Otro mundo.

¿Cómo pasar de Hong Kong a Shenzhen?

El 24 de Diciembre salí de Colombia, para iniciar mi vida como nómada digital, después le echo el cuento de qué es eso para mí con lo bueno, lo malo y lo feo. Aunque éste fue el artículo que me inspiró, para que se dé un idea del estilo de vida que estoy diseñando. Primero pasé por España para visitar a mi hermano Luis Carlos quien está viviendo allí con su familia (María y Olivia ❤). Después fui a Grecia como voluntario del WUDC Thessaloniki, Campeonato Mundial de Debate Universitario en Inglés, y acompañé a Nathalia en la competencia :)

Casi un mes después empezó la travesía por Asia, exactamente el 21 de Enero llegué a Hong Kong, que se merece varios posts para contar lo increíble que es. Por ahora empezaré con algo práctico que espero le sirva a una persona que se pregunte: ¿cómo pasar de Hong Kong a Shenzhen? Si igual no se lo ha preguntado, es colombiano (o tiene pasaporte de alguno de estos países) y tiene la oportunidad de estar en Hong Kong, hágase la pregunta y vaya a Shenzhen. El tema de la visa, un dolor de cabeza que tenemos los colombianos, en este caso no lo fue.

De hecho se tienen que preparar más los gringos o franceses al viajar, el mundo al revés. Bueno, no es que se tengan que preocupar mucho, no pueden acceder a la “Special Economic Zone Tourist Visa” por 5 días.

Estados Unidos y Francia en la misma categoría que “esos” países. Tomado de Wikipedia [02-MAR-2016].

Resumen de lo que necesita:

  • Pasaporte vigente y con páginas disponibles. Una obviedad, lo sé.
  • 168 RMB / 25 dólares aprox.
  • 1.5 horas del trayecto HK-SZ.
  • Seguir los siguientes pasos.

(1) Tomar un metro desde Hong Kong a la estación Lo Wu, el punto entrada al puerto en Shenzhen.
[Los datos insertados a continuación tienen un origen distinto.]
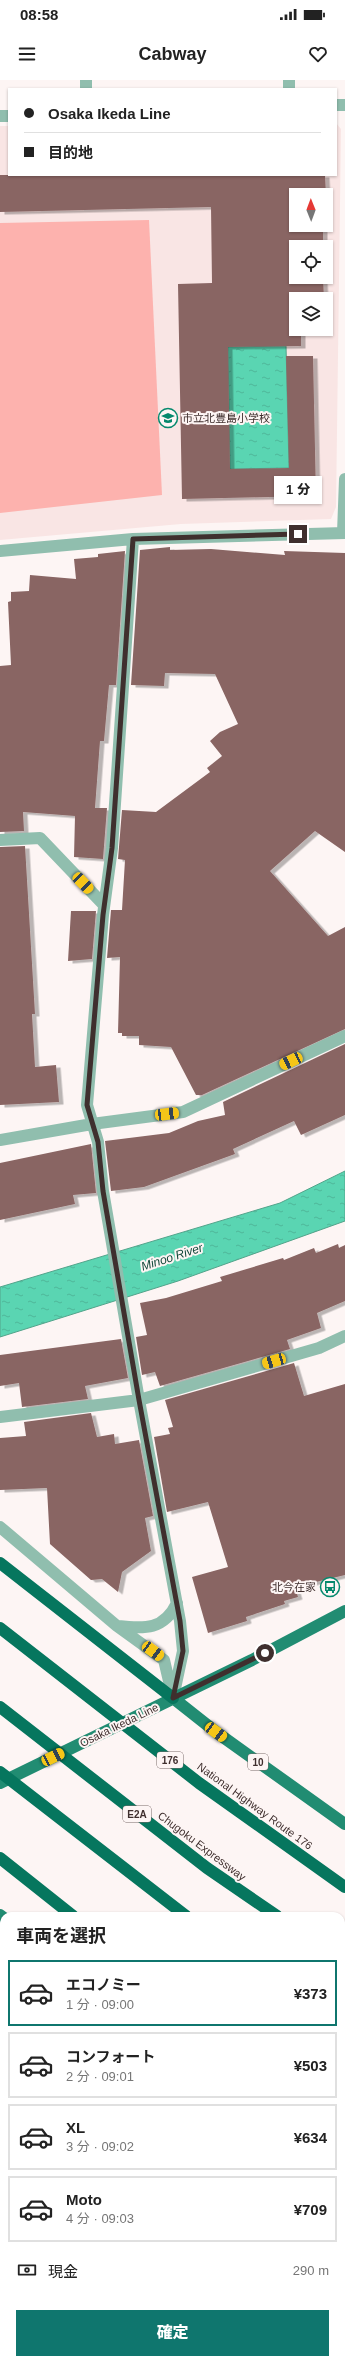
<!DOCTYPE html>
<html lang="ja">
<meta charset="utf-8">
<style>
body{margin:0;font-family:Arial,"Noto Sans JP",sans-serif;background:#f2f2f2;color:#222;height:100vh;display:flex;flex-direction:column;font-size:15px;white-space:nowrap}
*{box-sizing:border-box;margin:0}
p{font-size:13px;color:#767676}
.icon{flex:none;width:22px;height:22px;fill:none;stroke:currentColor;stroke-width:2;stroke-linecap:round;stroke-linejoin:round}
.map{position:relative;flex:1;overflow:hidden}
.side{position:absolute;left:0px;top:1832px;width:345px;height:452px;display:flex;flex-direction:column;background:#fff;border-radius:12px 12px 0 0;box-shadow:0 1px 3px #0004}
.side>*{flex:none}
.hud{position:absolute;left:8px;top:8px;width:329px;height:88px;border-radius:0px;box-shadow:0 1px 3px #0004;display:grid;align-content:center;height:88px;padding:0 16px;background:#fff}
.needle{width:26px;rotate:359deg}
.fabs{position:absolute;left:289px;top:108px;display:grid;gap:8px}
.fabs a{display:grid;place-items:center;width:44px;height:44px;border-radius:0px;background:#fff;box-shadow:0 1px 3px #0004;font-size:20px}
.end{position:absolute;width:18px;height:18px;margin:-9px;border:5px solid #3f2f2e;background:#fff;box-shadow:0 0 0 2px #fff}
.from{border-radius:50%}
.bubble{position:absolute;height:28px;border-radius:0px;background:#fff;box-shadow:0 1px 3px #0004;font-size:13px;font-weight:800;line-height:28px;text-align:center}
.car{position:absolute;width:12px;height:24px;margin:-12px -6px;border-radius:5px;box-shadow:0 0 3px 1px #0007;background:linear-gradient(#f5c518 24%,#345 0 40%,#f5c518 0 76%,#345 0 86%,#f5c518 0)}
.hud b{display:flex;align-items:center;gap:14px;height:38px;font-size:15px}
.hud b+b{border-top:1px solid #e0e0e0}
.hud i{width:10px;height:10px;background:#222}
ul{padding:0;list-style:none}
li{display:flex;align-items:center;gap:12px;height:66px;margin:0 8px 6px;padding:0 8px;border:2px solid #e0e0e0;border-radius:0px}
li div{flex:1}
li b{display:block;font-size:15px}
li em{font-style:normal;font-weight:800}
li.selected{border-color:#0f766e}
li>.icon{width:36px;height:36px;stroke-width:1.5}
h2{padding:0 16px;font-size:18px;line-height:48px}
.pay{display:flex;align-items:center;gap:10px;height:44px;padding:0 16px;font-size:15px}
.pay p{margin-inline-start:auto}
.primary-button{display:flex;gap:8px;margin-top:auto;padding:8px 16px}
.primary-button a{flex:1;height:46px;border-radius:0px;background:#0f766e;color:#fff;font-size:16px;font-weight:800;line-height:46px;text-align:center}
.status{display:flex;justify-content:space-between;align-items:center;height:28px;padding:0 20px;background:#fff;direction:ltr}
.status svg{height:11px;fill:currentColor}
header{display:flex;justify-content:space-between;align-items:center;height:52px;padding:0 16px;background:#fff;font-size:18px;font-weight:800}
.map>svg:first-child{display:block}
</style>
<div class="status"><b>08:58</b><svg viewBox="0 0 49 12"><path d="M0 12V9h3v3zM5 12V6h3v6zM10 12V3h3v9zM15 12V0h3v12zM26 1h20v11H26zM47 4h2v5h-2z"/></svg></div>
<header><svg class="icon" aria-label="menu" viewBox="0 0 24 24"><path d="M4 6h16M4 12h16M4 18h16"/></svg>Cabway<svg class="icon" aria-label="heart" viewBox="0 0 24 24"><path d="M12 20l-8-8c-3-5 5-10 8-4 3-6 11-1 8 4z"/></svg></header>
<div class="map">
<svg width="345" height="2284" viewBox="0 0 345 2284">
<defs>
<pattern id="water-ripples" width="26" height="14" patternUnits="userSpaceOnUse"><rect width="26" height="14" fill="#5ad5b2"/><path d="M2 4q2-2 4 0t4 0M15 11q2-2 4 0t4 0" fill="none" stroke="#4fb799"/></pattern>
<filter id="shadow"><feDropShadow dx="4.5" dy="2.5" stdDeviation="0" flood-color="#0004"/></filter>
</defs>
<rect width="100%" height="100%" fill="#fdf5f4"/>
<path fill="#f9e5e4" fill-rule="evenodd" d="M336 43 341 49 336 427 331 439 181 444 0 460V46H9V95H336ZM296 115H326V145H296ZM296 167H326V197H296ZM296 219H326V249H296Z"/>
<path fill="#fdb2ae" d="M149 140 162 415 0 433V143Z"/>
<path fill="url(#water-ripples)" stroke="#52a38a" d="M286 266 289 388 230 389 228 267Z
M345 1091V1141L178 1201 0 1257V1207L280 1123Z"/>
<path fill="#896563" filter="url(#shadow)" d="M0 95H325L326 115H296V145H323V167H296V197H323L324 219H296V249H301V266L228 267 230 389 289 388 286 276H313L316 416 182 419 178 204 212 203 211 127 0 132Z
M170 467V470L211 469 285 475 284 471 345 473V772L315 751 270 791 328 856 345 847V949L202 1015H196L171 967 139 965V956H122V953H118L120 877 107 878 111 830H122L125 780 118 779 122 730 156 732 210 692 207 688 222 676 210 661 220 652 238 644 215 594 165 593 164 606 131 605 140 470Z
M125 471 116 605H109L104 661H100L95 728H107L103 779 74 777 75 736 23 732 24 751 0 752V586L11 585 8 522 11 521V512L29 511 30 495 76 499 74 479 98 477V474Z
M25 766 35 934H32L35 987 56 985 59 1022 0 1025V767Z
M71 831H96L92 879 68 881Z
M345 964V1035L301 1055 294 1041 233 1069 235 1074 144 1107 111 1111 105 1061 169 1053 198 1041 225 1035 223 1022Z
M91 1064 96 1113 73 1115 75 1124 0 1140V1083Z
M338 1164 339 1168 345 1165V1221L317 1233 321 1248 287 1260 290 1269 160 1306 155 1292 142 1295 136 1257 147 1255 140 1223 166 1218 222 1201 220 1197 283 1178 284 1180 314 1168 316 1173Z
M121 1259 128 1298 85 1306 88 1319 22 1327 19 1303 0 1306V1275Z
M294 1283 304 1316 345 1304V1495L295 1507 298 1517 284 1521 285 1524 246 1537 247 1541 208 1553 192 1497 228 1487 208 1422 167 1432 154 1357 170 1354 168 1348 173 1347 165 1320Z
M91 1333 97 1357 114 1354 115 1364 139 1360 153 1436 145 1438 151 1471 122 1492 118 1512 102 1499 91 1500 50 1464 47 1408 0 1410V1358L26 1356 24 1342Z"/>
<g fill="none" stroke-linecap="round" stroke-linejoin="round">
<path stroke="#90beae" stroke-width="12" d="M86 0V9
M289 0V9
M336 25H345
M0 36H9
M343 453 345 399
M133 459 112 768 103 835 87 1025 98 1062 103 1111 139 1320 180 1541 183 1571 173 1618
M0 471 133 459 345 453
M0 760 40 758 104 825
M0 1060 92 1044 183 1032 345 956
M0 1337 139 1320 319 1268 345 1256
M0 1447 117 1546 164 1580 172 1614
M118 1546C145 1549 164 1550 177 1523
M341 2144 345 2142
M21 2280 22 2284
M0 2281 6 2280"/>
<path stroke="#218c72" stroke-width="12" d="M173 1618 216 1652 345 1744
M0 1703 252 1580 345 1531
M0 1835 4 1838
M341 2081 345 2084"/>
<path stroke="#06765e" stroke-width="12" d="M0 1483 173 1618
M0 1778 73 1836
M341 1880 345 1883
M341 1943 345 1946
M341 2021 345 2024"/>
<path stroke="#06765e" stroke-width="12" d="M0 1548 199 1703 345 1807
M0 1627 207 1788 277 1836
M0 1692 186 1836"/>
</g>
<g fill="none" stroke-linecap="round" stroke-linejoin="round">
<path stroke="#3f2f2e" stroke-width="5" d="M265 1573 173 1618 183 1571 180 1541 139 1320 103 1111 98 1062 87 1025 103 835 112 768 133 459 298 454"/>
</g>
<defs>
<g id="school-ring" transform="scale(1)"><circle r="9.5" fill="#fdf5f4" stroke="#05896d" stroke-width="1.5"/><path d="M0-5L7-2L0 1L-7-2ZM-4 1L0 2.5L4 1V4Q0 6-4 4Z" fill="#05896d"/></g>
<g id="bus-ring" transform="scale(1)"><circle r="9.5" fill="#fdf5f4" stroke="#05896d" stroke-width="1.5"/><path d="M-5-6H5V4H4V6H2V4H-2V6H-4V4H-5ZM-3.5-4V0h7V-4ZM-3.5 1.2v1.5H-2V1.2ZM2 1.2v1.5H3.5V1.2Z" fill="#05896d"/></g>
</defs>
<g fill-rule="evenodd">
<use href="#school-ring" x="168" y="338"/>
<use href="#bus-ring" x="330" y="1507"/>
</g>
<g text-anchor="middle" stroke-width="4" stroke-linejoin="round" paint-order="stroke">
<g fill="#fdf5f4" stroke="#786a69" stroke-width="1">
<rect x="157" y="1672" width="26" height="16" rx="3"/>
<rect x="248" y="1674" width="20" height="16" rx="3"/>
<rect x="123" y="1726" width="28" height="16" rx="3"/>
</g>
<g font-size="10" font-weight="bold" fill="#3f2f2e">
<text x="170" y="1684">176</text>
<text x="258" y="1686">10</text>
<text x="137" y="1738">E2A</text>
</g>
<g font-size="11" fill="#3f2f2e" stroke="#fdf5f4" text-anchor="start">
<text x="182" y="342">市立北豊島小学校</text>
<text x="316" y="1511" text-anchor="end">北今在家</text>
</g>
<g font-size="11" fill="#3f2f2e" stroke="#fdf5f4">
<text transform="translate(119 1645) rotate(-26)" y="4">Osaka Ikeda Line</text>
<text transform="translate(255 1726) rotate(36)" y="4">National Highway Route 176</text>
<text transform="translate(202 1766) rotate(37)" y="4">Chugoku Expressway</text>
</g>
<g font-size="12" font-style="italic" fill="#104638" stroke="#fdf5f4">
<text transform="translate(172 1177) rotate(-18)" y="4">Minoo River</text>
</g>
</g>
</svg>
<div class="fabs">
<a><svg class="needle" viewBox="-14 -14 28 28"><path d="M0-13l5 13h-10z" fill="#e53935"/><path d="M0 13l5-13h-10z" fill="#767676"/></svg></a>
<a><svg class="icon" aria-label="locate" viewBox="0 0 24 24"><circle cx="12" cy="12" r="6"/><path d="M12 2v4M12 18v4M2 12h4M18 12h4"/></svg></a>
<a><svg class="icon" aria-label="layers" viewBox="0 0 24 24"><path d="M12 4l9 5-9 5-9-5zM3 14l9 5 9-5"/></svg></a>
</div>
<i class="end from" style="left:265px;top:1573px"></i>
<i class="end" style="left:298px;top:454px"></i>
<div class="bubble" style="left:274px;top:396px;width:48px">1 分</div>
<i class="car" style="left:83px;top:803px;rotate:136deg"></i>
<i class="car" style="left:291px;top:981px;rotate:245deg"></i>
<i class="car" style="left:167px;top:1034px;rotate:83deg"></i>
<i class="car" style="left:274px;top:1281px;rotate:254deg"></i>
<i class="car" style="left:153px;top:1571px;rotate:126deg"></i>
<i class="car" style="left:216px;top:1652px;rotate:126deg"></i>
<i class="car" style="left:53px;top:1677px;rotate:64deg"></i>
<div class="hud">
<b><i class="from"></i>Osaka Ikeda Line</b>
<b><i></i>目的地</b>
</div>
<section class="side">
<h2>車両を選択</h2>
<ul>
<li class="selected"><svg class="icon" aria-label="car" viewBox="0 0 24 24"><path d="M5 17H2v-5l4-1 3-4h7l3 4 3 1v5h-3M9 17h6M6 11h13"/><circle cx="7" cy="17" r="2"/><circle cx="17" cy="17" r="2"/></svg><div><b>エコノミー</b><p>1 分 · 09:00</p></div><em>¥373</em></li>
<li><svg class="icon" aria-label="car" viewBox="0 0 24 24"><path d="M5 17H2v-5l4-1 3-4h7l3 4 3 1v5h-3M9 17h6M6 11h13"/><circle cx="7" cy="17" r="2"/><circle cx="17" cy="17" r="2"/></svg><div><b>コンフォート</b><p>2 分 · 09:01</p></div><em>¥503</em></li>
<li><svg class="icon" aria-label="car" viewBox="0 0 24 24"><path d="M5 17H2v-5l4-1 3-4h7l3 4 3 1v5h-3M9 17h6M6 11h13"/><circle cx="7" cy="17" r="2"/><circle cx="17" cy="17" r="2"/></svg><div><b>XL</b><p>3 分 · 09:02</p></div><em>¥634</em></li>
<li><svg class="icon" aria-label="car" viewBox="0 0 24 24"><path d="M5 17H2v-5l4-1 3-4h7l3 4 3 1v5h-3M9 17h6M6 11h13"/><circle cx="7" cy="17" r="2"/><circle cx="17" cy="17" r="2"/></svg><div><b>Moto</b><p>4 分 · 09:03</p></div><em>¥709</em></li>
</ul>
<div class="pay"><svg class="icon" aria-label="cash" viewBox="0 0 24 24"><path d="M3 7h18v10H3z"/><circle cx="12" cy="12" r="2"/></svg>現金<p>290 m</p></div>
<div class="primary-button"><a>確定</a></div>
</section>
</div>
Las tarjetas que se pagan previenen que uno se cole, pues cada tiquete tiene una entrada en la estación de la cual se parte y se debe bajar en la estación de destino que compró. Uno de los sistemas más seguros, pues si quiere hacerse el vivo y bajarse una estación más adelante no podrá.

Efectivamente me pregunté cómo se podría evadir el sistema.

(2) Una vez se llega a la estación, hay que seguir los avisos que señalan Shenzhen. Los anuncios son claros para extranjeros y visitantes. Antes de llegar al control migratorio hay que girar a la izquierda y subir unas escaleras eléctricas en el aviso que dice Port Visa.

(3) Arriba hay una sala de espera, cuando llegué estaba vacía y los “digiturnos” no servían. Así que fui directo a la ventanilla número tres. Aunque antes hay que llenar un formato con información básica: nombre, número de pasaporte, nacionalidad, etc.

Sala vacía, menos de 15 minutos en todo el trámite.

(4) Con ese formato se va a la ventanilla y revisan los datos. Después toman la foto, digitan la información y pasa uno directo a la ventanilla de pago. Son 168 RMB que al cambio del 28 de enero eran 25,54 USD.

Las cosas se devalúan, ésta visa ya venció, pero la experiencia de entrar a China me hizo más rico :) Experiencias > Cosas

(5) De inmediato el pasaporte pasa a la ventanilla de entrega donde le pegan la visa. Ahí todavía el proceso no ha terminado, pues después de bajar las escaleras es necesario llenar un formulario de “Arrival Card”, lo único que no tenía claro era el tren de regreso, con el sólo hecho de poner MTR HK bastó.

(6) En la fila de control migratorio revisan la visa recién impresa, chequean el pasaporte y que la foto corresponda a la cara de quien lo está entregando.

(7) Ya al otro lado es cuestión de seguir a la fila para chequear el equipaje, el cual pasa por unos rayos X. Se sale a la terminal y PUM se estrella con la China de verdá-verdá.

Hong Kong se siente occidental, ¡en Shenzhen sí entré a China! Como se ve en la foto de portada y en la siguiente, es otro mundo:

Nueva escala en mi vida: dimensión china.